» **MATERIALS PROVIDED**:

┏━━

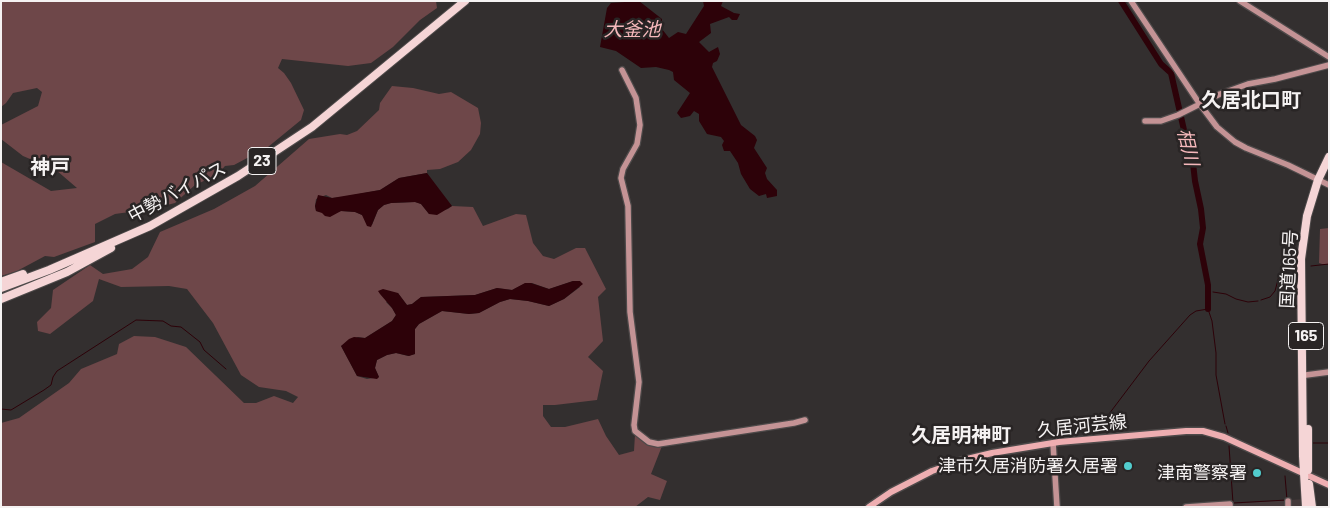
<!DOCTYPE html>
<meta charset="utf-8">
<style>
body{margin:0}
#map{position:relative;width:1330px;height:508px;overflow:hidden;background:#332f2f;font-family:Barlow,sans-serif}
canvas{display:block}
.frame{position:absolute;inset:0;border:2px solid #f5f2f2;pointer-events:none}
</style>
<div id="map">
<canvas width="1330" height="508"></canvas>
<div class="frame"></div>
</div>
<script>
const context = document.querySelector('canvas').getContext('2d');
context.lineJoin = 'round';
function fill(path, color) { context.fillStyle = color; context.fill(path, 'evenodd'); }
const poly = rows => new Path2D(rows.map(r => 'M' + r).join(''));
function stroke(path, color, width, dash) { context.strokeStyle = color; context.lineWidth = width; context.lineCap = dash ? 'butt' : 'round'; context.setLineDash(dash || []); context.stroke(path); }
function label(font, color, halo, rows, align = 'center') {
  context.font = font + ' Barlow,"Noto Sans JP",sans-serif'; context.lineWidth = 5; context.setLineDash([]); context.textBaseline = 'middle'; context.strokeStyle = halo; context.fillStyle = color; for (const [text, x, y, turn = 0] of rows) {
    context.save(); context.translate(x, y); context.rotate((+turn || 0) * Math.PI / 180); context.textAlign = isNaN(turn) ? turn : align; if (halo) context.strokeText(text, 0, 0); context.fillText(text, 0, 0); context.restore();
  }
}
fill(poly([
 [1305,499,1306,507,1184,507]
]), '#44393a');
fill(poly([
 [1,1,436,1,437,8,420,20,393,47,371,63,348,66,282,59,278,68,284,73,291,83,304,110,301,120,268,147,234,165,225,166,217,175,195,185,175,203,151,209,115,214,95,224,95,242,54,257,45,256,17,271,1,276,1,162,51,191,77,188,56,170,23,156,1,139,1,125,38,106,42,92,37,88,13,93,6,103,1,107],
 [392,86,413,88,439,94,451,92,478,108,481,123,480,134,471,150,458,162,440,169,427,170,427,173,399,178,380,190,343,197,332,198,326,195,316,199,315,206,316,211,333,214,341,211,355,212,362,215,372,225,378,210,384,205,391,203,415,202,421,204,429,214,448,209,452,206,473,207,483,226,516,214,526,215,533,243,543,256,554,259,576,248,585,248,606,289,598,297,603,341,588,357,603,371,597,400,555,405,543,405,543,416,551,427,565,427,598,419,606,436,619,455,634,451,635,434,662,446,651,474,667,481,660,500,648,497,635,507,1,507,1,423,19,418,69,383,81,369,117,354,119,344,134,336,155,337,186,347,244,403,256,403,274,396,293,403,298,397,286,391,259,387,241,375,213,323,187,289,169,286,121,287,99,279,93,301,50,334,38,331,37,322,51,308,53,290,90,265,103,274,132,269,148,257,160,232,214,209,255,186,309,139,340,134,347,135,357,131,379,110,380,103],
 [573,281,580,287,564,299,549,306,528,301,510,299,500,302,479,313,469,314,442,311,419,324,415,329,415,354,408,356,396,353,387,355,377,360,375,368,379,377,367,379,357,376,341,346,358,337,365,338,392,321,396,315,392,308,386,302,398,293,407,305,412,304,421,297,475,295,497,288,512,290,526,283,532,283,549,289],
 [1329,228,1329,264,1322,264,1319,263,1320,229]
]), '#6e4749');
fill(poly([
 [639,1,662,19,662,29,669,38,678,32,686,34,704,6,703,1,723,1,721,6,734,13,740,14,737,20,732,20,729,17,710,24,711,33,699,42,709,52,718,47,720,54,717,61,713,63,712,67,741,125,755,136,757,140,754,148,767,168,765,173,767,179,777,190,777,196,767,198,766,194,759,196,750,189,741,174,738,163,730,151,724,151,722,145,724,141,721,137,707,134,699,121,699,114,694,111,690,116,681,118,677,113,690,93,674,80,673,72,669,70,656,67,641,68,616,51,600,47,607,8,611,3],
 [427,173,452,206,437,215,429,214,421,204,415,202,391,203,384,205,378,210,371,227,367,226,362,215,355,212,341,211,330,217,325,216,322,213,316,211,315,206,318,195,332,198,380,190,399,178],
 [573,281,580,281,583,284,564,299,549,306,528,301,510,299,500,302,479,313,469,314,442,311,419,324,415,329,415,354,409,356,396,353,387,355,377,360,375,368,379,377,377,379,357,376,341,346,349,339,354,337,365,338,392,321,396,315,392,308,380,294,378,291,383,289,398,293,407,305,412,304,421,297,475,295,497,288,512,290,525,283,531,283,549,289]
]), '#2d0209');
stroke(poly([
 [1311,266,1329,264],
 [1209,292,1210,292],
 [1213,292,1226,294,1236,299,1248,302,1258,301],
 [1261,300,1270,297,1275,291,1279,276,1287,270,1297,269],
 [1,409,11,410,44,390,51,385,53,377,57,371,136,320,163,321,171,326,181,327,200,342,204,350,226,369],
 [1106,418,1149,361,1190,315,1196,311,1208,309,1212,321,1216,353,1216,375,1225,424],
 [1226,426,1228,433],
 [1094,434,1102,421],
 [1313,443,1329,443],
 [1229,446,1233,503,1287,500,1285,476]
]), '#2d0209', 1);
stroke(poly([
 [1121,1,1161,64,1171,73,1189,152,1193,163,1195,181,1201,209,1203,228,1200,244,1208,285,1208,309]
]), '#2d0209', 6);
const secondary = poly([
 [1131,1,1199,103,1217,127,1235,142,1246,148,1288,165,1329,185],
 [1240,1,1329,57],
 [622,70,636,98,640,125,637,144,623,169,621,178,628,206,630,312,639,382,634,425,635,431,649,442,658,444,794,423,805,420],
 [1145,121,1161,121,1178,115,1220,94,1248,84,1275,79,1329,65],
 [1306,375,1329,372],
 [1053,443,1057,507],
 [1288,501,1288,507],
 [1186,507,1230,504,1230,507]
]);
const primary = poly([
 [869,507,891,492,932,471,963,460,992,453,1059,442,1186,431,1203,431,1224,437,1329,485]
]);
const highway = poly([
 [1,282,23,274],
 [1,288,49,270,150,226,238,176,312,127,465,1],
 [1,299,67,272,111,248],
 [1308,429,1308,470],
 [1309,484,1312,507],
 [1306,507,1303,456,1301,259,1307,216,1318,180,1329,157]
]);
stroke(secondary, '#4e4a4a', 8);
stroke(primary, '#4e4a4a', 9);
stroke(highway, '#4e4a4a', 10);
stroke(secondary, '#c49395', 5.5);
stroke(primary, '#eeaeb1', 6);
stroke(highway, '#f5d5d6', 8);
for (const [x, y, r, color] of [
 [1128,466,5,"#52cdce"],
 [1257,473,5,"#52cdce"]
]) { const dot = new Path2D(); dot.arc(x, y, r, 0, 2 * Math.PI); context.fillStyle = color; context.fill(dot); stroke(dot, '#292525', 2); }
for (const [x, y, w] of [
 [262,161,28],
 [1306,336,35]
]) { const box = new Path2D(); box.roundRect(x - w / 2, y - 13.5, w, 27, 4); context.fillStyle = '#292525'; context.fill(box); stroke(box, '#f5f2f2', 1); }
label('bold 16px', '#f5f2f2', null, [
 ["23",262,161],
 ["165",1306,336]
]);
label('18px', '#f5f2f2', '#292525', [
 ["中勢バイパス",177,192,-28],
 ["国道165号",1289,269,-87],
 ["久居河芸線",1082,426,-6]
]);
label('18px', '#f5f2f2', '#292525', [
 ["津市久居消防署久居署",1118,466],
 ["津南警察署",1247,473]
], 'right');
label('italic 19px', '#f5b8bb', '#292525', [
 ["大釜池",632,30],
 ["相川",1188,147,77]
]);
label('bold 20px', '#f5f2f2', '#292525', [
 ["久居北口町",1251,100],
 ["神戸",50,167],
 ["久居明神町",961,435]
]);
</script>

┗━━

» **WHAT NEEDS TO BE DONE**: Go over the listing above and copy out each line that includes "canvas".

» **SOLUTION TO THIS PROBLEM**:
canvas{display:block}
<canvas width="1330" height="508"></canvas>
const context = document.querySelector('canvas').getContext('2d');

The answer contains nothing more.